[MITgcm-support] error while writing pickup files with Cray compilers
Jody Klymak
jklymak at uvic.ca
Tue Apr 11 17:58:32 EDT 2017
Hopefully people who really understand the compiler issues will pipe up. I assume you are running w/ MPI - maybe the parallel writing of the mds files is failing somehow? But if you have a compiler issue:
- Did you try running w/ the optimizations turned off? (edit the `linux_ia64_cray_archer` file)
- in `data` you shoudl set `debugLevel=5` or something large like that and see if there are clues in the output.
Good luck! Jody
> On 11 Apr 2017, at 13:39 PM, Laura Cimoli <laura.cimoli at physics.ox.ac.uk> wrote:
>
> Hi Jody,
>
> yes, it does start writing the pickup file.

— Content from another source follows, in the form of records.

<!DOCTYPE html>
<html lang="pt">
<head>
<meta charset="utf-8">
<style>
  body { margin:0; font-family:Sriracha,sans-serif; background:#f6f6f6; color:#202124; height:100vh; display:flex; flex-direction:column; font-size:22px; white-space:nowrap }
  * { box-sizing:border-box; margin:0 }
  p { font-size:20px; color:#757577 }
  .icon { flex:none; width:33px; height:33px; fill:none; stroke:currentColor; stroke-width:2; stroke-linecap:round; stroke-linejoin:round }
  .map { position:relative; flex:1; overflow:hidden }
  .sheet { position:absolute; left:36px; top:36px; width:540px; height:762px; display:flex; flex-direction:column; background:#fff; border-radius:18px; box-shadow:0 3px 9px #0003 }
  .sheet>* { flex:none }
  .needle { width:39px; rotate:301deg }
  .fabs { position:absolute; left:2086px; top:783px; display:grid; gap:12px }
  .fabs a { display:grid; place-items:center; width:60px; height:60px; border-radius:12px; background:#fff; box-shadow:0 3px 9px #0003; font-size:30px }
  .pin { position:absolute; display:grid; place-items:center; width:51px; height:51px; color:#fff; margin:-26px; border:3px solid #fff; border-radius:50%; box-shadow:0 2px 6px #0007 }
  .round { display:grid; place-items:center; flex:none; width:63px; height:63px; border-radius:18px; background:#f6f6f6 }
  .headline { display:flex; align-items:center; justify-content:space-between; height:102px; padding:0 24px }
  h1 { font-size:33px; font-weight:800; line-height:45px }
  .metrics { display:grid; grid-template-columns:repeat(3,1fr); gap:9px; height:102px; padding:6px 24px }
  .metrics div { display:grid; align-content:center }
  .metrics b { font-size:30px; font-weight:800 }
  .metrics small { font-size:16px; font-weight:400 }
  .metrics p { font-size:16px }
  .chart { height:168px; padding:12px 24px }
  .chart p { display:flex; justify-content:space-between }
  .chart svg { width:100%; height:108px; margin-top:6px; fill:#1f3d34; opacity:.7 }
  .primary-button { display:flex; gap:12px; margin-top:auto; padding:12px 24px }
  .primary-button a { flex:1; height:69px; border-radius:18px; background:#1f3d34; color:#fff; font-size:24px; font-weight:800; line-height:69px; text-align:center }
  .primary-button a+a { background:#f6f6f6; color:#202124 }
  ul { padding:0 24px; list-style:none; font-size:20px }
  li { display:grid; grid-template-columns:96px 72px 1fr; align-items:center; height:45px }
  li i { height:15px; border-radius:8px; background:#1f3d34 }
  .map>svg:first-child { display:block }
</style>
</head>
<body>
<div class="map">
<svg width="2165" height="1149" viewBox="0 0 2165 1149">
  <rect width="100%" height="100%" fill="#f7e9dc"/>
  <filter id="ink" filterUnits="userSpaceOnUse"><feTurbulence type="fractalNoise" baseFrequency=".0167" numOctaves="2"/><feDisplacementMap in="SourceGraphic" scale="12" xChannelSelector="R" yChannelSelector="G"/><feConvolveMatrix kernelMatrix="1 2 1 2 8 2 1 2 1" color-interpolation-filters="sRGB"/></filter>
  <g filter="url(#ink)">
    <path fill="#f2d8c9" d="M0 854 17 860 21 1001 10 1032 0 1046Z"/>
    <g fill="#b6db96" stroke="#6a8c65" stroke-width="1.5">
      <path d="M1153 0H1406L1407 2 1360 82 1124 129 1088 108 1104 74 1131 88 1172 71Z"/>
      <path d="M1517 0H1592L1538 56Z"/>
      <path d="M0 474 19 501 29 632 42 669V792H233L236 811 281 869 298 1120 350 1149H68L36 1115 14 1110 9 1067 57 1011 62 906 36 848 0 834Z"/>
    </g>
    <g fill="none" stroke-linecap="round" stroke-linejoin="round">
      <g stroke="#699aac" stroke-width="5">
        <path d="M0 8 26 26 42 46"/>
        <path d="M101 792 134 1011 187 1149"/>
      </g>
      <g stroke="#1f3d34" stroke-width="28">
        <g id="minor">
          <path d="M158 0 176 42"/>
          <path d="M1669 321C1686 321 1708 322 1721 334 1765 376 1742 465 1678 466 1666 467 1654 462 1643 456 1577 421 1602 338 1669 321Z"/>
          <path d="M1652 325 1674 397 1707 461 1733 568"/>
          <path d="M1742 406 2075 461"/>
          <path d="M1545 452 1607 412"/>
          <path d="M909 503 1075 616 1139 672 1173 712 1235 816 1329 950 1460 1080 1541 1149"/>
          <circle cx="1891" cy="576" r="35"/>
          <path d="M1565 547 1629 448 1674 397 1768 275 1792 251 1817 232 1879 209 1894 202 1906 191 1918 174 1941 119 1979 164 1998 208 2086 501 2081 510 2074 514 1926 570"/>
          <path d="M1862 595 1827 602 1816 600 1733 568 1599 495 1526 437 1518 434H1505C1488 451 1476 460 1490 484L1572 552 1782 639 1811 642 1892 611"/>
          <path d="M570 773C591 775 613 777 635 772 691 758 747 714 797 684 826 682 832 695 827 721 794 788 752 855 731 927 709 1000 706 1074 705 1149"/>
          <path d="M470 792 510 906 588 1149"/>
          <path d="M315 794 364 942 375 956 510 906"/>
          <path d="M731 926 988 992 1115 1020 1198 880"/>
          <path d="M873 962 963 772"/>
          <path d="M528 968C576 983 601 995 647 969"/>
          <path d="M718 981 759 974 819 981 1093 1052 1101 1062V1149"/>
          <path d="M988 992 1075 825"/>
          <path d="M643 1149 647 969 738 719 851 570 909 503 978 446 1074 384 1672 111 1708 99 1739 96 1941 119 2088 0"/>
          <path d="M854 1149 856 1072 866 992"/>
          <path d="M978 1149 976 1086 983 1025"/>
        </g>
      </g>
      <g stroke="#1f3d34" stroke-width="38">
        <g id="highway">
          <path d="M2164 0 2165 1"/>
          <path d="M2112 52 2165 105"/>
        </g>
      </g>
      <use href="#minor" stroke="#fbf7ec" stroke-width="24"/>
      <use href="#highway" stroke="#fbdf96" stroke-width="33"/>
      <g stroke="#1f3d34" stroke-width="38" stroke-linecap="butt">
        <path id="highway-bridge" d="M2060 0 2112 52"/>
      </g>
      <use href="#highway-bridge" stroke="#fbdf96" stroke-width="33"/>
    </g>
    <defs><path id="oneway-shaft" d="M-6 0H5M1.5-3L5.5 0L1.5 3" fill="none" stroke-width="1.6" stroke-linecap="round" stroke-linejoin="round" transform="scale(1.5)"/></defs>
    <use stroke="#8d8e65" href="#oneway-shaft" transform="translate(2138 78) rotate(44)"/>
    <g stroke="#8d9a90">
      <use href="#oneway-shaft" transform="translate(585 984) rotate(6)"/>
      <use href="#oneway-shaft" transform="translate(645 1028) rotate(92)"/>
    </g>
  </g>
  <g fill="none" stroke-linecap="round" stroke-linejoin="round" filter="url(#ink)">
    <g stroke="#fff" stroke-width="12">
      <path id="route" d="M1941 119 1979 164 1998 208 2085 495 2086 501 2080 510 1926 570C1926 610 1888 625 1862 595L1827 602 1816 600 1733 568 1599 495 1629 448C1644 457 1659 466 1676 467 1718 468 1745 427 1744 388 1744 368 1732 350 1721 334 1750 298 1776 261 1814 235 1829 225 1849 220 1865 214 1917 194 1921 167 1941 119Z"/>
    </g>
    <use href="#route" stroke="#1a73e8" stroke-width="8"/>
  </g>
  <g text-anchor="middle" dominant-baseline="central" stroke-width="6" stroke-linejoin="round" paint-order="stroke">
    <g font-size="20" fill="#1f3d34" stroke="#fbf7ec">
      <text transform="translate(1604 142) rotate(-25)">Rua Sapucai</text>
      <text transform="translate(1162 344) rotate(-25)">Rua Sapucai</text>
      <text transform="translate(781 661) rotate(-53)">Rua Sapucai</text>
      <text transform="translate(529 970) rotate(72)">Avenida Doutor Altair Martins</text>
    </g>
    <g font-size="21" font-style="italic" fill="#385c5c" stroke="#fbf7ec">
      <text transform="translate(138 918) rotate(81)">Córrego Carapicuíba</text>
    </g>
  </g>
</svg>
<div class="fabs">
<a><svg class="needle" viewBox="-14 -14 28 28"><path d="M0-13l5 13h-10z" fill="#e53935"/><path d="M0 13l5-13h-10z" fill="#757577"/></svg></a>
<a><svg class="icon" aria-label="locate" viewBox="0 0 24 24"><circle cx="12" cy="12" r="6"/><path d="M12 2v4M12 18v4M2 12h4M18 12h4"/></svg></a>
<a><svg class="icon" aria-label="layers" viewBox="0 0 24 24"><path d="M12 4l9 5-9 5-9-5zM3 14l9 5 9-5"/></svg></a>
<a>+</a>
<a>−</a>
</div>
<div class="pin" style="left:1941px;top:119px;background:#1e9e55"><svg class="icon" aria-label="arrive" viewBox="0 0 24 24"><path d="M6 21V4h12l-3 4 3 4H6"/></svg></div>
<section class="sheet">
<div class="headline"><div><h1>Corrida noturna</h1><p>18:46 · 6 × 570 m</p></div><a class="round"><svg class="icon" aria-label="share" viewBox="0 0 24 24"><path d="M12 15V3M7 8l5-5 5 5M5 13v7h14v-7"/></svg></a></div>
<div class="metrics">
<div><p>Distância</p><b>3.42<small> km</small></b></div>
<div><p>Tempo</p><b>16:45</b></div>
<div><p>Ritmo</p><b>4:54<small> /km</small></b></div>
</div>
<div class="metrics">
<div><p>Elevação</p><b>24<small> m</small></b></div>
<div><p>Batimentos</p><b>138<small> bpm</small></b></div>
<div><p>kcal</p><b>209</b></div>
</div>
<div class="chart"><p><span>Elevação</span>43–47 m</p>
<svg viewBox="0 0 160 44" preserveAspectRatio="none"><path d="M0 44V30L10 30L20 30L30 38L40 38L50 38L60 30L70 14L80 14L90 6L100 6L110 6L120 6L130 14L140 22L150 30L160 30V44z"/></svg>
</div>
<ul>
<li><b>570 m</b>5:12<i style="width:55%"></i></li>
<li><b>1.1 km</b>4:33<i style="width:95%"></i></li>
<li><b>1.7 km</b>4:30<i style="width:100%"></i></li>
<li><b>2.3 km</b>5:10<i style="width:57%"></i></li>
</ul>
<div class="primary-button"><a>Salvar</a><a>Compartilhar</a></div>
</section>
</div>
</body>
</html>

> I also made a few other tests (of course much shorter than 100 y!), and I got always the same error. Also, the configuration works with the gnu compiler, but if the Cray compiler is really 10x faster it would be nice to use it!
>
> I wonder if the pickup file is overwritten or if it is appending to the file...? Maybe it is doing something funny when trying to appending to it?
>
> Thanks,
> Laura
>
>
> From: Jody Klymak [jklymak at uvic.ca]
> Sent: 11 April 2017 21:27
> To: mitgcm-support at mitgcm.org
> Subject: Re: [MITgcm-support] error while writing pickup files with Cray compilers
>
> Hi Laura,
>
> Are you sure the mitgcm can write to the directory it is trying to write to? Does it *start* to write the pickup file?
>
> These are just dumb questions. Maybe it truly is a compiler issue, but it seems more likely it is a configuration issue. Obviously, for testing I’d suggest writing a pickup file well before 100 y has passed.
>
> Good luck,
>
> Jody
>
>
>
>
>
>
>
>
>> On 11 Apr 2017, at 11:21 AM, Laura Cimoli <laura.cimoli at physics.ox.ac.uk <mailto:laura.cimoli at physics.ox.ac.uk>> wrote:
>>
>> Hello Jody,
>>
>> sorry I forgot to mention that all my other outputs are in netcdf format, and they look fine.
>> The data file is attached.
>>
>> Thanks,
>> Laura
>>
>> From: Jody Klymak [jklymak at uvic.ca <mailto:jklymak at uvic.ca>]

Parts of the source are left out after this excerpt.